今回は私の「渋沢孝輔『水晶狂い』」です。

https://nzdmw.crayonsite.com/p/14/

「水晶狂い」の時を超えた美しさにいま、感じ取れるもの、教えられるものを書き連ねました。この詩は、詩作が本質的に狂気であることを、その不可能性と可能性を、詩空間の虚構の実況中継として描き出した、永遠に残る作品です。

 ちなみに渋沢氏は、高校時代の恩師のご伴侶でもあり、投稿欄で拙い詩を励ましてくれた先輩詩人でもありました。最近は必ず詩の世界でも忘れられているのが残念です。あらためて出会い直したいと思います。

2024年6月17日京都新聞文化面「詩歌の本棚・新刊評」

 詩は身体と深く関係する。言葉は内面のみから生まれるのではない。書き手の誰もが、身体深くから思わぬ言葉が立ち上がって来る感覚を知っているだろう。詩を書く最中にはかすかに喉も動くのが分かるし、作品を朗読すれば推敲が上手く行くこともしばしばだ。詩の根源は確かに身体だと確信する。

 ひとみ・けいこ『山葡萄』(ドットウィザード)の作者はバレエを学ぶ。本詩集にもバレエの身体感覚が活かされた表現や、バレエ用語そのものも散見される。「Ⅰ季節」「II自然」「Ⅲからだ」「Ⅳこころ」という章立ての中心は「Ⅲからだ」。身体は命であり、踊りは命の表現であるという視点から、様々なモチーフが描き出されている。「山葡萄」という素朴な表題は、読む人が「一粒でも、エネルギーにつながるようなものを味わってもらえたら」(あとがき)という願いを込めたもの。その思いは全篇に感じられる。一語一語頬張るように読んでいくのが楽しい。身体の経験にもとづく確かな言葉の力は、まさに滋養だ。

「黒光りする宝石のよう/その響きにうっとり/水に浸したら/ゆすいで水を切る//此処からひと手間/ひと粒ずつ/朶(えだ)から/実を抜き取ると/小さな珊瑚のような手が/顔を出す/その手は 海と森とつながっているよう//皮は黒いが/その下の実は薄い萌黄色/その柔らかさは/昨日まで山の斜面に自生していた証/ツキノワグマからのおすそわけ//やわらかな粒たちは/潰し、しばらく煮て/ざるで濾したら/最初のジュースができる/この紫は、ここでしか見られない/濃紫色(こむらさきいろ)/ひと口で/指先まで山葡萄に染まっていく」

アントシアニンポリフェノールクエン酸にリンゴ酸/小紫色(こむらさきいろ)の水/飲み干せば/雲丹の眠る海や/ブナの原生林が/ぼんやり見えてくる//来年も山葡萄に/会えますように/黒い光の粒たちが/私のところへ/来てくれますように」(「山葡萄」)
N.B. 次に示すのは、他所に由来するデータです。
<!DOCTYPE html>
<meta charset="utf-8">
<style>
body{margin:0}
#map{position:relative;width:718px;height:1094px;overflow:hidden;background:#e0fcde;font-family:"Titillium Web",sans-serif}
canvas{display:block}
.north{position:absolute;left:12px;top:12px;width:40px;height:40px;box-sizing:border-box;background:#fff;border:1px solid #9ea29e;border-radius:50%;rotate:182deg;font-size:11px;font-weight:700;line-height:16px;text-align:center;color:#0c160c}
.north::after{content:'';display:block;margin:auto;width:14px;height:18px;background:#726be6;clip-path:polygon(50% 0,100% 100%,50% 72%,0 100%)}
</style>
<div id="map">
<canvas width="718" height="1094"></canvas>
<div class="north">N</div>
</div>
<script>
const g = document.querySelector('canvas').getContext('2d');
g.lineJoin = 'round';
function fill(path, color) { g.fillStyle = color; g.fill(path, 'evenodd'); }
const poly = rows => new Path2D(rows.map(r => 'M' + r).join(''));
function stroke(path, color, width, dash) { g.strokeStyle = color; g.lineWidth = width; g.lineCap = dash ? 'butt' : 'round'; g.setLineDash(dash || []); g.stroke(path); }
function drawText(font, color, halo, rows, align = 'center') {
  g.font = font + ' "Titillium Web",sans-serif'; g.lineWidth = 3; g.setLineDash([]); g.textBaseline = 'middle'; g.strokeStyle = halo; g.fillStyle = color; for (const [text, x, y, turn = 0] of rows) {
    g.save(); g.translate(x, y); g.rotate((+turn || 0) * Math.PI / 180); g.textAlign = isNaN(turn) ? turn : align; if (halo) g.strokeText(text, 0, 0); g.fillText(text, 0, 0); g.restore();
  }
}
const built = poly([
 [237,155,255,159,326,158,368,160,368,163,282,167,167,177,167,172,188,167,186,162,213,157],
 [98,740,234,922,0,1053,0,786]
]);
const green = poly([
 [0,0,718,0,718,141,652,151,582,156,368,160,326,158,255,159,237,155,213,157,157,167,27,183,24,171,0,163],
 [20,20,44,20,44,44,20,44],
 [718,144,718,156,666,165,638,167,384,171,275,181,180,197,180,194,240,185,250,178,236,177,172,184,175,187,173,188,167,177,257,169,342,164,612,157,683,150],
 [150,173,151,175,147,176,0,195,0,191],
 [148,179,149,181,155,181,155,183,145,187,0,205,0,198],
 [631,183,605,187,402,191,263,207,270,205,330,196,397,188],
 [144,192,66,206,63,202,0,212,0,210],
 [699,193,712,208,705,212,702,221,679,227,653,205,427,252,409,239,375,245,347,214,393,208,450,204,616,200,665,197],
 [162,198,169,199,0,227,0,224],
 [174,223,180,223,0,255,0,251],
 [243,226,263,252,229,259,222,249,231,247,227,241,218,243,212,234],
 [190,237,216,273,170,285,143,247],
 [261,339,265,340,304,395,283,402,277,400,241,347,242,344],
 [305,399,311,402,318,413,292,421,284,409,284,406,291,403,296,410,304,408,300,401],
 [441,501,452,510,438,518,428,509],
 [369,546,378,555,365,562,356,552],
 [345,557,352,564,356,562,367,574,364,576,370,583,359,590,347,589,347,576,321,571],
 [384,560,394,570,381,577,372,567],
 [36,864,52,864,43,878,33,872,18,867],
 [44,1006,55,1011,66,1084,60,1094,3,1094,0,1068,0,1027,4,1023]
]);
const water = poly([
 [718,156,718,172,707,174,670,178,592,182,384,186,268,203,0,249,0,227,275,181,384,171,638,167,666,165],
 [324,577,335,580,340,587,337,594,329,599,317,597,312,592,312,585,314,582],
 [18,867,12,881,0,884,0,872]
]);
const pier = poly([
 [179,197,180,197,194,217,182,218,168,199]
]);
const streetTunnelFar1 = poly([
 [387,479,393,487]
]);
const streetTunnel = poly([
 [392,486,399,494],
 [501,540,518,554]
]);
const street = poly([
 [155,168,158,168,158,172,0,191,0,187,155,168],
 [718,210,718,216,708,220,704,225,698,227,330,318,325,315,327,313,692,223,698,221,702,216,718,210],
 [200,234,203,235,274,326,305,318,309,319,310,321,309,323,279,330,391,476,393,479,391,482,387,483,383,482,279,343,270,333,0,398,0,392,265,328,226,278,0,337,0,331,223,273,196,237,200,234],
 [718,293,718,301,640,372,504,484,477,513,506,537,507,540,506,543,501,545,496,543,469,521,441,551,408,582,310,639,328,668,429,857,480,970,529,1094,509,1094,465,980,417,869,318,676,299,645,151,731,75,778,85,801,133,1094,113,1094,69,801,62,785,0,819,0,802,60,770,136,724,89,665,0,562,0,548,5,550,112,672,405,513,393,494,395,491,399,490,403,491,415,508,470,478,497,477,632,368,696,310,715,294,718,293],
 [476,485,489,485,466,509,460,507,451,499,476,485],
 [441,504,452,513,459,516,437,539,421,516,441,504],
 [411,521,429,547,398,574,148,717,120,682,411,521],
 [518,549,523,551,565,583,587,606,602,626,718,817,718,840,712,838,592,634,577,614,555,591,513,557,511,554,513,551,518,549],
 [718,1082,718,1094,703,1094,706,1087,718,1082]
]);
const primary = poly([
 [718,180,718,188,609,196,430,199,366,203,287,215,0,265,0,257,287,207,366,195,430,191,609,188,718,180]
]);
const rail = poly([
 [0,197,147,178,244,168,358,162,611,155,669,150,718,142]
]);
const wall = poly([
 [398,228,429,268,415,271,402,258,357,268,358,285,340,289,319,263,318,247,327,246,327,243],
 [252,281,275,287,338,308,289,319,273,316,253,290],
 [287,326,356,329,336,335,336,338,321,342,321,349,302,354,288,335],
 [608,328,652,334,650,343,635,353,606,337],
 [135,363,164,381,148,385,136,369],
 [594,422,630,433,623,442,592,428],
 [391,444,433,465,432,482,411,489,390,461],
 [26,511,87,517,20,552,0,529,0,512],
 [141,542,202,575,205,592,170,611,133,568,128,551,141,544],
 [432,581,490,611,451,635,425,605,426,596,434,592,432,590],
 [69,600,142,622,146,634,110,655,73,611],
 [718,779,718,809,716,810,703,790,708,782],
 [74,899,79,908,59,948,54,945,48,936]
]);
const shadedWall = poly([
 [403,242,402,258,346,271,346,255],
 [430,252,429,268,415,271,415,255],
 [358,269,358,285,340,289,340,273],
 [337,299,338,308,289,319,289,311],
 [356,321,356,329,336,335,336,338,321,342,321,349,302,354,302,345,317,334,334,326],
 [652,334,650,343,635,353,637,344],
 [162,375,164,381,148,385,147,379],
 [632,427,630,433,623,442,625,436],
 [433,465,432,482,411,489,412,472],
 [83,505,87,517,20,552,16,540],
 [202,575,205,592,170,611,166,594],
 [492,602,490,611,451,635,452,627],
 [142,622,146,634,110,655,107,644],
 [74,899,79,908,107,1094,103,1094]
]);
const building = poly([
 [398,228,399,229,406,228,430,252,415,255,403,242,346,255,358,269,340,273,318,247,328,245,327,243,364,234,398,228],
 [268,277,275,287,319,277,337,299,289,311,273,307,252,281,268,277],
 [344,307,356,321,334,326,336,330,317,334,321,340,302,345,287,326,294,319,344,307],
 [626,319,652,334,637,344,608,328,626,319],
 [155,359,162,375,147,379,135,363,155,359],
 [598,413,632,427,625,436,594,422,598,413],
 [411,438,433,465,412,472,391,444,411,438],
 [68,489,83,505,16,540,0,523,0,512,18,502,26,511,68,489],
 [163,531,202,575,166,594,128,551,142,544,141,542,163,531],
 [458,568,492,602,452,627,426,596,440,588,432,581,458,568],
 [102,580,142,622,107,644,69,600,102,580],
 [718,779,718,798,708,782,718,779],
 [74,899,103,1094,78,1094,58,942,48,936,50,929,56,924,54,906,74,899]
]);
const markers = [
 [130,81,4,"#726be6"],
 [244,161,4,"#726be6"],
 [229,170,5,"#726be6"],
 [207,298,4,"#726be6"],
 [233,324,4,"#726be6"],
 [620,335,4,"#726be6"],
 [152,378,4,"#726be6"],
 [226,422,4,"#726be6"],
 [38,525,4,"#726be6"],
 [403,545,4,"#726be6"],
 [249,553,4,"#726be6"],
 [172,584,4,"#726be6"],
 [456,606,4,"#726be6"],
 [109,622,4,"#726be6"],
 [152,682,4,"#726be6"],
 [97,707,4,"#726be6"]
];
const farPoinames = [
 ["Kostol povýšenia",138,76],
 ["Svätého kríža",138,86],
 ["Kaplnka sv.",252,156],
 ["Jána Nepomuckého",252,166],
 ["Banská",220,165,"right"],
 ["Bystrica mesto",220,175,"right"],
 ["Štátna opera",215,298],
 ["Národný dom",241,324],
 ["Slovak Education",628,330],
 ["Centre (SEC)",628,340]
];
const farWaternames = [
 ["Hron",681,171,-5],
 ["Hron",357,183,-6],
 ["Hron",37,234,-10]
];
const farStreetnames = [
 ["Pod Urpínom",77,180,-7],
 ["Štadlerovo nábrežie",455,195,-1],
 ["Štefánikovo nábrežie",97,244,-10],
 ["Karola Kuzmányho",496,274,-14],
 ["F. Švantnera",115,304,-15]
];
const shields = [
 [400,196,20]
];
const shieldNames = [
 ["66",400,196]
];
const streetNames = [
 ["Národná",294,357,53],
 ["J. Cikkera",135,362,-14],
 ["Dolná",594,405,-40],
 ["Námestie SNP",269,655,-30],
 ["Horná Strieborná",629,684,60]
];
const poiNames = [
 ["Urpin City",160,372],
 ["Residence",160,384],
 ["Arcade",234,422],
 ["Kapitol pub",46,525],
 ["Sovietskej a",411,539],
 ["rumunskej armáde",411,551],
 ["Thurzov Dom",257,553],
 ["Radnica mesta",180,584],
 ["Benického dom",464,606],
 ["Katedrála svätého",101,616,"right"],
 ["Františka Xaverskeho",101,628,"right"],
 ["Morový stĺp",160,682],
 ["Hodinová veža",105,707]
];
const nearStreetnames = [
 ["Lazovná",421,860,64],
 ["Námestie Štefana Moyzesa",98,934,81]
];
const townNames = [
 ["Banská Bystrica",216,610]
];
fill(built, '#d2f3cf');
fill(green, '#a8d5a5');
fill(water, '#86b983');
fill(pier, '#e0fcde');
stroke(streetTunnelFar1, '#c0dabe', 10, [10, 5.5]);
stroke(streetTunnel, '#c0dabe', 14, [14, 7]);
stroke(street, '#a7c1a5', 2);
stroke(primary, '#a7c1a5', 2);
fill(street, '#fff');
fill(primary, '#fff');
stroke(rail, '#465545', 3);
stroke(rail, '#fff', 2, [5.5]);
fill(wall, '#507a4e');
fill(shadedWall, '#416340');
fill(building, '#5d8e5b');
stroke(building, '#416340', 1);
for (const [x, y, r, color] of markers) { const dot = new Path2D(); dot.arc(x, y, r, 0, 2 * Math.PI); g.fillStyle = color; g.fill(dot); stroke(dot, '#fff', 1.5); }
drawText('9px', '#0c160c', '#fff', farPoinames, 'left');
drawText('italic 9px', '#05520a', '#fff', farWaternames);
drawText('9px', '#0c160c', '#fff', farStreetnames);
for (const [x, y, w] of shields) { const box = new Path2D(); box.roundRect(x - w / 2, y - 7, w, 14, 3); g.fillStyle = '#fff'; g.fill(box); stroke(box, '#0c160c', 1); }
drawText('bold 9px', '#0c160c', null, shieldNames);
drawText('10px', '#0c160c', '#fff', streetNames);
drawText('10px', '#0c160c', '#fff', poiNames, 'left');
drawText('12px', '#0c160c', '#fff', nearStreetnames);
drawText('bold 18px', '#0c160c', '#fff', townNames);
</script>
 中塚鞠子『水族館はこわいところ』(思潮社)もまた、柔軟な身体を思わせる言葉の運びで、各篇のモチーフを思いがけない方向へ展開させる。この世の存在の不思議、人間と事物との命の次元での関わり、そしてそこから光りだす未知の希望を、作者の言葉はまるで水の中で魚を捕獲するように、独特のカーブを描き捉えてみせる。希望と言っても、詩だけが言いうる多義的な希望だ。それは諦念にも近い陰翳を帯びるがゆえにむしろ感銘深い。表題の「水族館」が暗示するように、本詩集の詩の空間をみたすのは空虚ではなく水。生も死も、過去も未来も、戦争も災害も、まるで無量の涙のような羊水のような海の中にある――そうした世界観が自由な展開の背景にある。 

 3.11をテーマとする次の詩は、輪廻転生という思想の根源にはじつは深い悲しみがあることを、痛切に教えてくれる。

「まどろみ始めるといつもおまえはやってくる/白い翼からしずくを垂らしながら//かあさん 私は生きてるよ/怖かったあの津波の日/わたしは海鳥になったの/魚の捕り方も覚えた/荒れ狂う雨の中を飛び続けることだってできる/飛びながら眠ることもできるんだ/よく かあさんの夢を見るよ//夢の中で かあさんはいうの/かあさんもあの日から魚になってしまった/娘や さあ 私を食べなさい/そうしえ私と一緒に生きよう って//空が白々と明けはじめ 何かの気配に目覚める/布団がぐっしょり濡れている/ああ 魚になりたい/魚になりたい」(「魚になりたい」全文)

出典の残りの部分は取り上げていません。